To do
In the records below, which lines include "green"? Copy them.

[Stored data]
---------------
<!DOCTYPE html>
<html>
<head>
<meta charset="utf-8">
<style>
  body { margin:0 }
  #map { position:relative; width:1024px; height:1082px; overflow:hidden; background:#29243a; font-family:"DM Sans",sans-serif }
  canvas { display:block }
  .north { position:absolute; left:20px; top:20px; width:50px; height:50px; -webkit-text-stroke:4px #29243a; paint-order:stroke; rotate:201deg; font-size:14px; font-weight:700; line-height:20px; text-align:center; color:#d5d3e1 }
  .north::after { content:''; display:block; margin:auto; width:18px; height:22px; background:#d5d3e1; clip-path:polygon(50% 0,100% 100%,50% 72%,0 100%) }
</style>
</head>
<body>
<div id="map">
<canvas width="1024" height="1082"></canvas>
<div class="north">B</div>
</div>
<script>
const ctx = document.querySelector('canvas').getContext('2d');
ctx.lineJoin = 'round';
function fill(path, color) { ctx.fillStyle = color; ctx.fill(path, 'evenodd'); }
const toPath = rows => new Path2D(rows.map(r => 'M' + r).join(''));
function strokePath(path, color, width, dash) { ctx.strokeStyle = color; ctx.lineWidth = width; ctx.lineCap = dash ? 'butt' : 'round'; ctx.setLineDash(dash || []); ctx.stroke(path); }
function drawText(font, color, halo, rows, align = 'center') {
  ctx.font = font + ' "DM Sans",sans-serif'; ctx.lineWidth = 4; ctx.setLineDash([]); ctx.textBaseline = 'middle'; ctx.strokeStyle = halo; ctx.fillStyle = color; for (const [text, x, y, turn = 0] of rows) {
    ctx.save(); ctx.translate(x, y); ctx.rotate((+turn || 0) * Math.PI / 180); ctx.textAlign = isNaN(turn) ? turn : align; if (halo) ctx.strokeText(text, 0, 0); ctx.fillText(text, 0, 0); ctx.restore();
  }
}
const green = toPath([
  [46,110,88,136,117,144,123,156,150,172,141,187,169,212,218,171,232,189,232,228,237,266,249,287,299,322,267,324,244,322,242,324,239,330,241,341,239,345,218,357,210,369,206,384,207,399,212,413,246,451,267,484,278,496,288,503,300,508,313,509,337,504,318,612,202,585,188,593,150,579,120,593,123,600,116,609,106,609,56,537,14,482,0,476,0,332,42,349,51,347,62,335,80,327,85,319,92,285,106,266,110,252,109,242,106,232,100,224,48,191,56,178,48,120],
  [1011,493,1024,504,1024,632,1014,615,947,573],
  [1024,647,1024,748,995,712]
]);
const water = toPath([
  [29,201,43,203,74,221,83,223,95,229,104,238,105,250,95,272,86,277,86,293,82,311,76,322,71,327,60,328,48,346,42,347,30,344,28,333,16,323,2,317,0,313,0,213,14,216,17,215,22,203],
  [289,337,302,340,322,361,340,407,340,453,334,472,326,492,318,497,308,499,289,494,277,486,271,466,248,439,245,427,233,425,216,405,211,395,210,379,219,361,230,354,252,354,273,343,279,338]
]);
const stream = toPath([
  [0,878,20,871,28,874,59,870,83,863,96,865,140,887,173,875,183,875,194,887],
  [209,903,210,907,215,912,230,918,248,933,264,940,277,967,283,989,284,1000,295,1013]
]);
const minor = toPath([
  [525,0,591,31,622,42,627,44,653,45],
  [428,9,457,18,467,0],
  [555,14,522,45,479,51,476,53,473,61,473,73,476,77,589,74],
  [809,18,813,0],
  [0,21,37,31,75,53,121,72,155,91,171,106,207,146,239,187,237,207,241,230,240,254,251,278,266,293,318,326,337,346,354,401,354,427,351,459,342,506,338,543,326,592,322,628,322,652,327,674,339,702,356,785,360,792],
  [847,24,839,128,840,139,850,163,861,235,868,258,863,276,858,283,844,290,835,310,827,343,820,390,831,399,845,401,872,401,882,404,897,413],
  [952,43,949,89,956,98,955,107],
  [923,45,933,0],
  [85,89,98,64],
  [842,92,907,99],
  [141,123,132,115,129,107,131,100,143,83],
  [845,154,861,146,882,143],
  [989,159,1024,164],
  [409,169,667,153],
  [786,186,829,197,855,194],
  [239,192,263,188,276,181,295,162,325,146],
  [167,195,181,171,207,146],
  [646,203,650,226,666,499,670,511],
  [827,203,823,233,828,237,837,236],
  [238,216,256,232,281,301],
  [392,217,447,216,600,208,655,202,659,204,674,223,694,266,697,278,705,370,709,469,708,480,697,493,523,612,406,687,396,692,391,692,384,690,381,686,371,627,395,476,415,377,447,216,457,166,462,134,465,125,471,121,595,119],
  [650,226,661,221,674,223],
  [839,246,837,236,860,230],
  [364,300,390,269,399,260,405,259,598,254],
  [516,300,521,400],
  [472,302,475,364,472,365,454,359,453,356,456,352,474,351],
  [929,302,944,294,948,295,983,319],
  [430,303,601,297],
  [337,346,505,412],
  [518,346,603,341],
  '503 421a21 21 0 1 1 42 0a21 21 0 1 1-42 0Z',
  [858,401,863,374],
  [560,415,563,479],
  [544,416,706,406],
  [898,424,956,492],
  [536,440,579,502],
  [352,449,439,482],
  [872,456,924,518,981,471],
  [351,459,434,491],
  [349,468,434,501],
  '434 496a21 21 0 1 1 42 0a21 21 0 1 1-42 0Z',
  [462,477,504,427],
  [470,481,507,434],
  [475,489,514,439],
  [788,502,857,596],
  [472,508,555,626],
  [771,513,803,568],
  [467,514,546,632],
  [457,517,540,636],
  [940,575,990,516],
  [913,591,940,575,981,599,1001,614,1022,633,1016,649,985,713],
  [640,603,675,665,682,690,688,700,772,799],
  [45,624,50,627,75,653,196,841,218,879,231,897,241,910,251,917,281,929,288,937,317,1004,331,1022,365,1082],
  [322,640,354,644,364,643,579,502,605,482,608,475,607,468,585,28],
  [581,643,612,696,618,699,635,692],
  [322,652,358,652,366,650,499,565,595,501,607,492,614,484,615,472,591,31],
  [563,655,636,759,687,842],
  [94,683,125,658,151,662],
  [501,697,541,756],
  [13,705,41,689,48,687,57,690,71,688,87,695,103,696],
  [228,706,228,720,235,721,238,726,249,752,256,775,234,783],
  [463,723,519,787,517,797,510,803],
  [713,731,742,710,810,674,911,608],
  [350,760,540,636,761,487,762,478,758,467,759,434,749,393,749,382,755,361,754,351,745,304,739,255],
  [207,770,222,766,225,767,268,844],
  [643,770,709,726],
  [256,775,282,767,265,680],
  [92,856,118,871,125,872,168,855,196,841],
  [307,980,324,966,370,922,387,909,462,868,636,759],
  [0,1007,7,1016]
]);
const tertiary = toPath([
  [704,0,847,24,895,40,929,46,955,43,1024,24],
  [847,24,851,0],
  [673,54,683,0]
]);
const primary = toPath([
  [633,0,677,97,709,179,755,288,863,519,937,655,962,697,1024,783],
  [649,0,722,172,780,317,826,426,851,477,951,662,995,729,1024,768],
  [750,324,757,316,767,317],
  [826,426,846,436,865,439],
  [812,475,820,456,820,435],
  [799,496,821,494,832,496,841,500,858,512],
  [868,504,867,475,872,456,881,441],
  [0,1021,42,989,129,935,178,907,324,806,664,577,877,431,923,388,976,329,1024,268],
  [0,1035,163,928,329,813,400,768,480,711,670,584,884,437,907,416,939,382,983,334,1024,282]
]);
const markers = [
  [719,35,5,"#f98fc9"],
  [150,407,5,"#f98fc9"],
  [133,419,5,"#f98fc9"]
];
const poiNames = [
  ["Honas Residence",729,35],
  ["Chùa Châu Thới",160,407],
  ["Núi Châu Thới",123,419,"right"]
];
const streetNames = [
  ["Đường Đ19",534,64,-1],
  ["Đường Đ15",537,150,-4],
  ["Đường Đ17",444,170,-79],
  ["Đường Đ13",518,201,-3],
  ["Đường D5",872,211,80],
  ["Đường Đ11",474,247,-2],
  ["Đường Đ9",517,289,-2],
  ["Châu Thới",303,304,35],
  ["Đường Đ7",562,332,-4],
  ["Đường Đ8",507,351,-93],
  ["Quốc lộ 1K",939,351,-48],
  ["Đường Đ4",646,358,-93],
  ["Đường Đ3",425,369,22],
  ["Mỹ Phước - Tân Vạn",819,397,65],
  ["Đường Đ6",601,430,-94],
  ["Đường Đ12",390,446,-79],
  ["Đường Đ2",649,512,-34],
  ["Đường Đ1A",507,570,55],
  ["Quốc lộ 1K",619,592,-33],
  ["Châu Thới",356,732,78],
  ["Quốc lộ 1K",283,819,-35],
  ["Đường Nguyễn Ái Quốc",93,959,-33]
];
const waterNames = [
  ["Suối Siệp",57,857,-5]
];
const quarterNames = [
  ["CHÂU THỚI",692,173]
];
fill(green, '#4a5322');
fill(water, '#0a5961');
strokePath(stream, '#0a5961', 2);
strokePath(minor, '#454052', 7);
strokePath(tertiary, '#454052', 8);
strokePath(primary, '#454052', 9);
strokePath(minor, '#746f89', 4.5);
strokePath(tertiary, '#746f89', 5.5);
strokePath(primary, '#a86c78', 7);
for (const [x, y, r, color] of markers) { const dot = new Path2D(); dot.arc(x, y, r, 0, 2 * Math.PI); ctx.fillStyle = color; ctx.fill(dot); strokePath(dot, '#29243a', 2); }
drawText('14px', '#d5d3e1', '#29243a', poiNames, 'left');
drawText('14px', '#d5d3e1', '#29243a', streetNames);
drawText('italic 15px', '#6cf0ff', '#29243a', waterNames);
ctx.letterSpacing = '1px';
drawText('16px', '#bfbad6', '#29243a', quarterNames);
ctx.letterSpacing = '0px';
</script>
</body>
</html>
---------------
Task response
const green = toPath([
fill(green, '#4a5322');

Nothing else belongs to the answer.